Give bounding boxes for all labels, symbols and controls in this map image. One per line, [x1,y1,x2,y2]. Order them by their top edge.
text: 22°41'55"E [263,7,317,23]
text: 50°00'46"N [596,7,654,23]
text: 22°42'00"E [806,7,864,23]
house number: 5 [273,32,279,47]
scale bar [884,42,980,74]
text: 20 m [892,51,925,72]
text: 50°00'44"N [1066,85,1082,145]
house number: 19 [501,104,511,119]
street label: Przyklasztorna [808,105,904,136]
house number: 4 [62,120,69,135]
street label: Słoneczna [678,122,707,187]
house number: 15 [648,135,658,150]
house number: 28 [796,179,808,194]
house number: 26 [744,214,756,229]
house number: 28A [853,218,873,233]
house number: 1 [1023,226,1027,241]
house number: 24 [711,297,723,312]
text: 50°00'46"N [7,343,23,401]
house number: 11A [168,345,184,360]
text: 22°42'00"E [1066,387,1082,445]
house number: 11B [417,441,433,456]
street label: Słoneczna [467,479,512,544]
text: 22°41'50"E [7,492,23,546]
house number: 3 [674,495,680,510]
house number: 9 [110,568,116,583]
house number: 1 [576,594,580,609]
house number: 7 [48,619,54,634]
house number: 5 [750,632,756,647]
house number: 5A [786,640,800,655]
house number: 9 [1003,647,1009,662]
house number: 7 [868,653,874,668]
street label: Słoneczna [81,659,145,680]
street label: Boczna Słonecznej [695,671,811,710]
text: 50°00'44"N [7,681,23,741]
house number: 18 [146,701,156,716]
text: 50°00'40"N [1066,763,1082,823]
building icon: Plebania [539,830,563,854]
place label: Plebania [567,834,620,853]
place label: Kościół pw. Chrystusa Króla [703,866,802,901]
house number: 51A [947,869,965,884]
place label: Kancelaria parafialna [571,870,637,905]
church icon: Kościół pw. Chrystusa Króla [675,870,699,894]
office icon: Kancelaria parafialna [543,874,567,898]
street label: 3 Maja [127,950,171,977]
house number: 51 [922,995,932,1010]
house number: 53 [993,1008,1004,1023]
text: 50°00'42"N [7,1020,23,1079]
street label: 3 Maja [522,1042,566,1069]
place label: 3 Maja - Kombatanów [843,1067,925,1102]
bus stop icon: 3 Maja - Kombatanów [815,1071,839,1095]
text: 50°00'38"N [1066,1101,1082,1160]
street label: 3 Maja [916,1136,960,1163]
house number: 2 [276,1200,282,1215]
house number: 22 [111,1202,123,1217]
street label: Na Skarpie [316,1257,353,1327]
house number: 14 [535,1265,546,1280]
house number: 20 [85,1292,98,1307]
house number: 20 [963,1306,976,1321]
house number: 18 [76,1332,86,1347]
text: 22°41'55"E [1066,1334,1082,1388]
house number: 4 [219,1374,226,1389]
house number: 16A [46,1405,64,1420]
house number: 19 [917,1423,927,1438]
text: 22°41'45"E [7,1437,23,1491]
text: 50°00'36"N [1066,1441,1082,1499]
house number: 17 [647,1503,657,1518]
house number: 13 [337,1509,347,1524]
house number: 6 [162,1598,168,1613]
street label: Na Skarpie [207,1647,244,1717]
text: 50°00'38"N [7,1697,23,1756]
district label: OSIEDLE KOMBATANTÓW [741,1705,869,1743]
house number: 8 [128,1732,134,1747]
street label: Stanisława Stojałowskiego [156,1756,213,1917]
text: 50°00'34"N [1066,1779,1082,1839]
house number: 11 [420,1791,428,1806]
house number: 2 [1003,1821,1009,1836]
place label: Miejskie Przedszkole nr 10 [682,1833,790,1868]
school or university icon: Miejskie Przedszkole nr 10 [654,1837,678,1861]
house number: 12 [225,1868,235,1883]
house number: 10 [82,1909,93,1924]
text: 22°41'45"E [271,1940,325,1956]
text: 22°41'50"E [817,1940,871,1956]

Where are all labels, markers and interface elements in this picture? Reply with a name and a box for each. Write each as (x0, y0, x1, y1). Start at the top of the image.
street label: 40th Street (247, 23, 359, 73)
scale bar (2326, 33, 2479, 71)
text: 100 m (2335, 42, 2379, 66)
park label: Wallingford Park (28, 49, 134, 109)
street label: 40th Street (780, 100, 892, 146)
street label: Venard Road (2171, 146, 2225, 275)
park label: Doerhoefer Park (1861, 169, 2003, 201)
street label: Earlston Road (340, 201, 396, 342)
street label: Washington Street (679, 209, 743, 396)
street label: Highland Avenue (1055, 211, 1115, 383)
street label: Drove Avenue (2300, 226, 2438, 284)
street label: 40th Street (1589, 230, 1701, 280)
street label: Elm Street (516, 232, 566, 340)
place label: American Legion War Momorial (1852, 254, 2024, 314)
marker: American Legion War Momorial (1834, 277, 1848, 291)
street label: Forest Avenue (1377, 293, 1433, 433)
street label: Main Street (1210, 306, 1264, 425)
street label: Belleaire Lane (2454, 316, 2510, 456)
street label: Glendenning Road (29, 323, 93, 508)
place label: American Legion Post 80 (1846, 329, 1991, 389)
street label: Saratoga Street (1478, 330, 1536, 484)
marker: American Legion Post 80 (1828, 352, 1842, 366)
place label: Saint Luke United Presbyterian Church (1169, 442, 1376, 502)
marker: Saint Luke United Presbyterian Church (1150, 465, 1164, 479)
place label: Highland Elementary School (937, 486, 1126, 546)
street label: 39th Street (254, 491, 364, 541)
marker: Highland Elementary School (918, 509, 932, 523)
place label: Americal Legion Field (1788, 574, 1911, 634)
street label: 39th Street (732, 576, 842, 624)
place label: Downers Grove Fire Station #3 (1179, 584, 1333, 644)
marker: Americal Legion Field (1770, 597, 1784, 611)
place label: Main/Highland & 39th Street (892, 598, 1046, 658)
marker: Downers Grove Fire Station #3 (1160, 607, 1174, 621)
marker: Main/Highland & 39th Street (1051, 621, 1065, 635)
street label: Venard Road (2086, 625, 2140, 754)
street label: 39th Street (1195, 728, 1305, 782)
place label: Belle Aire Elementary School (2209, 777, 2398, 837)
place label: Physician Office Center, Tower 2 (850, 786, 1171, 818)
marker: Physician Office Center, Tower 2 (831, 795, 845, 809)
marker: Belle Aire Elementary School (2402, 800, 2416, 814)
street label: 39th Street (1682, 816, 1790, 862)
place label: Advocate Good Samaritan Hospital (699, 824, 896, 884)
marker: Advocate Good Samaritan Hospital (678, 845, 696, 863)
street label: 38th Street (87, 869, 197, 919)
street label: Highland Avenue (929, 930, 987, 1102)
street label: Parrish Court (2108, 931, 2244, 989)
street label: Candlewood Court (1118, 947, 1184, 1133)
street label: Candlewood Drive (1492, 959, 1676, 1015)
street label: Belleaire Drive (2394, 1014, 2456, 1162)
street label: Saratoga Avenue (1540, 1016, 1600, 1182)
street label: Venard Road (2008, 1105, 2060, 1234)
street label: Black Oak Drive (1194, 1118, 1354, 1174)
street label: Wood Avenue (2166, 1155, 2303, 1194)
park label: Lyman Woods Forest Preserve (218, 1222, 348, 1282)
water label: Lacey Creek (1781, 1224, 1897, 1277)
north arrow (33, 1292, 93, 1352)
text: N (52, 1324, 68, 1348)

TASK — Write the data out again. Match it exactly.

YOUR SOLUTION —
Give bounding boxes for all labels, symbols and controls in this map image. One per line, [x1,y1,x2,y2]. Order them by their top edge.
text: 22°41'55"E [263,7,317,23]
text: 50°00'46"N [596,7,654,23]
text: 22°42'00"E [806,7,864,23]
house number: 5 [273,32,279,47]
scale bar [884,42,980,74]
text: 20 m [892,51,925,72]
text: 50°00'44"N [1066,85,1082,145]
house number: 19 [501,104,511,119]
street label: Przyklasztorna [808,105,904,136]
house number: 4 [62,120,69,135]
street label: Słoneczna [678,122,707,187]
house number: 15 [648,135,658,150]
house number: 28 [796,179,808,194]
house number: 26 [744,214,756,229]
house number: 28A [853,218,873,233]
house number: 1 [1023,226,1027,241]
house number: 24 [711,297,723,312]
text: 50°00'46"N [7,343,23,401]
house number: 11A [168,345,184,360]
text: 22°42'00"E [1066,387,1082,445]
house number: 11B [417,441,433,456]
street label: Słoneczna [467,479,512,544]
text: 22°41'50"E [7,492,23,546]
house number: 3 [674,495,680,510]
house number: 9 [110,568,116,583]
house number: 1 [576,594,580,609]
house number: 7 [48,619,54,634]
house number: 5 [750,632,756,647]
house number: 5A [786,640,800,655]
house number: 9 [1003,647,1009,662]
house number: 7 [868,653,874,668]
street label: Słoneczna [81,659,145,680]
street label: Boczna Słonecznej [695,671,811,710]
text: 50°00'44"N [7,681,23,741]
house number: 18 [146,701,156,716]
text: 50°00'40"N [1066,763,1082,823]
building icon: Plebania [539,830,563,854]
place label: Plebania [567,834,620,853]
place label: Kościół pw. Chrystusa Króla [703,866,802,901]
house number: 51A [947,869,965,884]
place label: Kancelaria parafialna [571,870,637,905]
church icon: Kościół pw. Chrystusa Króla [675,870,699,894]
office icon: Kancelaria parafialna [543,874,567,898]
street label: 3 Maja [127,950,171,977]
house number: 51 [922,995,932,1010]
house number: 53 [993,1008,1004,1023]
text: 50°00'42"N [7,1020,23,1079]
street label: 3 Maja [522,1042,566,1069]
place label: 3 Maja - Kombatanów [843,1067,925,1102]
bus stop icon: 3 Maja - Kombatanów [815,1071,839,1095]
text: 50°00'38"N [1066,1101,1082,1160]
street label: 3 Maja [916,1136,960,1163]
house number: 2 [276,1200,282,1215]
house number: 22 [111,1202,123,1217]
street label: Na Skarpie [316,1257,353,1327]
house number: 14 [535,1265,546,1280]
house number: 20 [85,1292,98,1307]
house number: 20 [963,1306,976,1321]
house number: 18 [76,1332,86,1347]
text: 22°41'55"E [1066,1334,1082,1388]
house number: 4 [219,1374,226,1389]
house number: 16A [46,1405,64,1420]
house number: 19 [917,1423,927,1438]
text: 22°41'45"E [7,1437,23,1491]
text: 50°00'36"N [1066,1441,1082,1499]
house number: 17 [647,1503,657,1518]
house number: 13 [337,1509,347,1524]
house number: 6 [162,1598,168,1613]
street label: Na Skarpie [207,1647,244,1717]
text: 50°00'38"N [7,1697,23,1756]
district label: OSIEDLE KOMBATANTÓW [741,1705,869,1743]
house number: 8 [128,1732,134,1747]
street label: Stanisława Stojałowskiego [156,1756,213,1917]
text: 50°00'34"N [1066,1779,1082,1839]
house number: 11 [420,1791,428,1806]
house number: 2 [1003,1821,1009,1836]
place label: Miejskie Przedszkole nr 10 [682,1833,790,1868]
school or university icon: Miejskie Przedszkole nr 10 [654,1837,678,1861]
house number: 12 [225,1868,235,1883]
house number: 10 [82,1909,93,1924]
text: 22°41'45"E [271,1940,325,1956]
text: 22°41'50"E [817,1940,871,1956]

Where are all labels, markers and interface elements in this picture? Reply with a name and a box for each. Write each as (x0, y0, x1, y1). Start at the top of the image.
street label: 40th Street (247, 23, 359, 73)
scale bar (2326, 33, 2479, 71)
text: 100 m (2335, 42, 2379, 66)
park label: Wallingford Park (28, 49, 134, 109)
street label: 40th Street (780, 100, 892, 146)
street label: Venard Road (2171, 146, 2225, 275)
park label: Doerhoefer Park (1861, 169, 2003, 201)
street label: Earlston Road (340, 201, 396, 342)
street label: Washington Street (679, 209, 743, 396)
street label: Highland Avenue (1055, 211, 1115, 383)
street label: Drove Avenue (2300, 226, 2438, 284)
street label: 40th Street (1589, 230, 1701, 280)
street label: Elm Street (516, 232, 566, 340)
place label: American Legion War Momorial (1852, 254, 2024, 314)
marker: American Legion War Momorial (1834, 277, 1848, 291)
street label: Forest Avenue (1377, 293, 1433, 433)
street label: Main Street (1210, 306, 1264, 425)
street label: Belleaire Lane (2454, 316, 2510, 456)
street label: Glendenning Road (29, 323, 93, 508)
place label: American Legion Post 80 (1846, 329, 1991, 389)
street label: Saratoga Street (1478, 330, 1536, 484)
marker: American Legion Post 80 (1828, 352, 1842, 366)
place label: Saint Luke United Presbyterian Church (1169, 442, 1376, 502)
marker: Saint Luke United Presbyterian Church (1150, 465, 1164, 479)
place label: Highland Elementary School (937, 486, 1126, 546)
street label: 39th Street (254, 491, 364, 541)
marker: Highland Elementary School (918, 509, 932, 523)
place label: Americal Legion Field (1788, 574, 1911, 634)
street label: 39th Street (732, 576, 842, 624)
place label: Downers Grove Fire Station #3 (1179, 584, 1333, 644)
marker: Americal Legion Field (1770, 597, 1784, 611)
place label: Main/Highland & 39th Street (892, 598, 1046, 658)
marker: Downers Grove Fire Station #3 (1160, 607, 1174, 621)
marker: Main/Highland & 39th Street (1051, 621, 1065, 635)
street label: Venard Road (2086, 625, 2140, 754)
street label: 39th Street (1195, 728, 1305, 782)
place label: Belle Aire Elementary School (2209, 777, 2398, 837)
place label: Physician Office Center, Tower 2 (850, 786, 1171, 818)
marker: Physician Office Center, Tower 2 (831, 795, 845, 809)
marker: Belle Aire Elementary School (2402, 800, 2416, 814)
street label: 39th Street (1682, 816, 1790, 862)
place label: Advocate Good Samaritan Hospital (699, 824, 896, 884)
marker: Advocate Good Samaritan Hospital (678, 845, 696, 863)
street label: 38th Street (87, 869, 197, 919)
street label: Highland Avenue (929, 930, 987, 1102)
street label: Parrish Court (2108, 931, 2244, 989)
street label: Candlewood Court (1118, 947, 1184, 1133)
street label: Candlewood Drive (1492, 959, 1676, 1015)
street label: Belleaire Drive (2394, 1014, 2456, 1162)
street label: Saratoga Avenue (1540, 1016, 1600, 1182)
street label: Venard Road (2008, 1105, 2060, 1234)
street label: Black Oak Drive (1194, 1118, 1354, 1174)
street label: Wood Avenue (2166, 1155, 2303, 1194)
park label: Lyman Woods Forest Preserve (218, 1222, 348, 1282)
water label: Lacey Creek (1781, 1224, 1897, 1277)
north arrow (33, 1292, 93, 1352)
text: N (52, 1324, 68, 1348)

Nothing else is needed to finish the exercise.